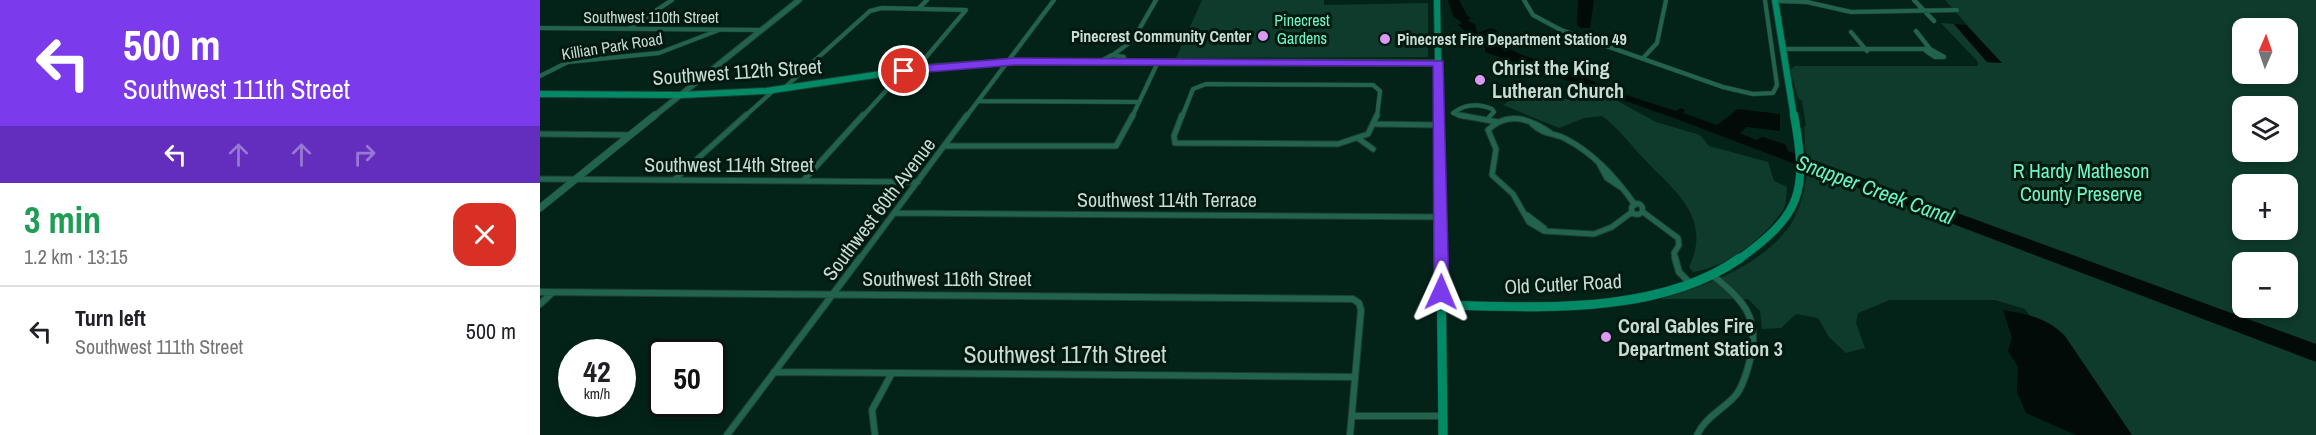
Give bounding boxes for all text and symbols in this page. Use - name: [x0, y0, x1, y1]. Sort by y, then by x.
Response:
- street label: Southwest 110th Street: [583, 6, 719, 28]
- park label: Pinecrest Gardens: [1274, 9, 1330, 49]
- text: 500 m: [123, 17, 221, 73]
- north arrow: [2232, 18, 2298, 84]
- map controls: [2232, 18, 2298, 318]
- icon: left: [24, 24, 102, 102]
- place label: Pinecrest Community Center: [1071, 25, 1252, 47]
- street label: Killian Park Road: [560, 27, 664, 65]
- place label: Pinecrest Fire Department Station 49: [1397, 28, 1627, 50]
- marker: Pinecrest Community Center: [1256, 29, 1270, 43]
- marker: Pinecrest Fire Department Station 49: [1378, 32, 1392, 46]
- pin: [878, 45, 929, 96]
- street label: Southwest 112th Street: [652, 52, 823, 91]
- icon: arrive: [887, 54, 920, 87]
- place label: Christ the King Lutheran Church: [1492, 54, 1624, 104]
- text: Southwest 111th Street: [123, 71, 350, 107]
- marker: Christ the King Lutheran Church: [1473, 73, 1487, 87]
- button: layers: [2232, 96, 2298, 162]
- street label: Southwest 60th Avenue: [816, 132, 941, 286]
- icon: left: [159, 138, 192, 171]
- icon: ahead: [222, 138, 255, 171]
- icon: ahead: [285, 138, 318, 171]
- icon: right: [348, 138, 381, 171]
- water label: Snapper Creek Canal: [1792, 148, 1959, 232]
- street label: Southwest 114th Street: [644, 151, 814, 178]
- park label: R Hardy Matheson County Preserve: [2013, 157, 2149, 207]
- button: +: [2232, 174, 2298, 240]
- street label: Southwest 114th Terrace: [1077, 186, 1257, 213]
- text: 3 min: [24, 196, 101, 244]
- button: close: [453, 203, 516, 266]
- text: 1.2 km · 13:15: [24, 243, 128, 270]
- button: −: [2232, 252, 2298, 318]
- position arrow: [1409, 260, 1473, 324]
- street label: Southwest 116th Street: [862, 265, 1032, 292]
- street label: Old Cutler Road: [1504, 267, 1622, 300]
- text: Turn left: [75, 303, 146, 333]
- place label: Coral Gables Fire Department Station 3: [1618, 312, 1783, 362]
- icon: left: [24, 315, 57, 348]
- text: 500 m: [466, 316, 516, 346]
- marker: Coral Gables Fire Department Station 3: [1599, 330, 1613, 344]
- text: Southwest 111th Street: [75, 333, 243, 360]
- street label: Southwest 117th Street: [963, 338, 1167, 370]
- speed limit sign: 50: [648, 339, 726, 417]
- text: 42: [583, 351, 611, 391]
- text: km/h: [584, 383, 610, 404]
═══
◆ WHAT YOU HAVE TO DO: None of the pictures should appear; the rest of the entries must be reproduced exactly.

◆ SOLUTION TO THIS PROBLEM:
Give bounding boxes for all text and symbols in this page. Use - name: [x0, y0, x1, y1]. Sort by y, then by x.
Response:
- street label: Southwest 110th Street: [583, 6, 719, 28]
- park label: Pinecrest Gardens: [1274, 9, 1330, 49]
- text: 500 m: [123, 17, 221, 73]
- north arrow: [2232, 18, 2298, 84]
- map controls: [2232, 18, 2298, 318]
- icon: left: [24, 24, 102, 102]
- place label: Pinecrest Community Center: [1071, 25, 1252, 47]
- street label: Killian Park Road: [560, 27, 664, 65]
- place label: Pinecrest Fire Department Station 49: [1397, 28, 1627, 50]
- marker: Pinecrest Community Center: [1256, 29, 1270, 43]
- marker: Pinecrest Fire Department Station 49: [1378, 32, 1392, 46]
- pin: [878, 45, 929, 96]
- street label: Southwest 112th Street: [652, 52, 823, 91]
- icon: arrive: [887, 54, 920, 87]
- place label: Christ the King Lutheran Church: [1492, 54, 1624, 104]
- text: Southwest 111th Street: [123, 71, 350, 107]
- marker: Christ the King Lutheran Church: [1473, 73, 1487, 87]
- button: layers: [2232, 96, 2298, 162]
- street label: Southwest 60th Avenue: [816, 132, 941, 286]
- icon: left: [159, 138, 192, 171]
- icon: ahead: [222, 138, 255, 171]
- icon: ahead: [285, 138, 318, 171]
- icon: right: [348, 138, 381, 171]
- water label: Snapper Creek Canal: [1792, 148, 1959, 232]
- street label: Southwest 114th Street: [644, 151, 814, 178]
- park label: R Hardy Matheson County Preserve: [2013, 157, 2149, 207]
- button: +: [2232, 174, 2298, 240]
- street label: Southwest 114th Terrace: [1077, 186, 1257, 213]
- text: 3 min: [24, 196, 101, 244]
- button: close: [453, 203, 516, 266]
- text: 1.2 km · 13:15: [24, 243, 128, 270]
- button: −: [2232, 252, 2298, 318]
- position arrow: [1409, 260, 1473, 324]
- street label: Southwest 116th Street: [862, 265, 1032, 292]
- street label: Old Cutler Road: [1504, 267, 1622, 300]
- text: Turn left: [75, 303, 146, 333]
- place label: Coral Gables Fire Department Station 3: [1618, 312, 1783, 362]
- icon: left: [24, 315, 57, 348]
- text: 500 m: [466, 316, 516, 346]
- marker: Coral Gables Fire Department Station 3: [1599, 330, 1613, 344]
- text: Southwest 111th Street: [75, 333, 243, 360]
- street label: Southwest 117th Street: [963, 338, 1167, 370]
- speed limit sign: 50: [648, 339, 726, 417]
- text: 42: [583, 351, 611, 391]
- text: km/h: [584, 383, 610, 404]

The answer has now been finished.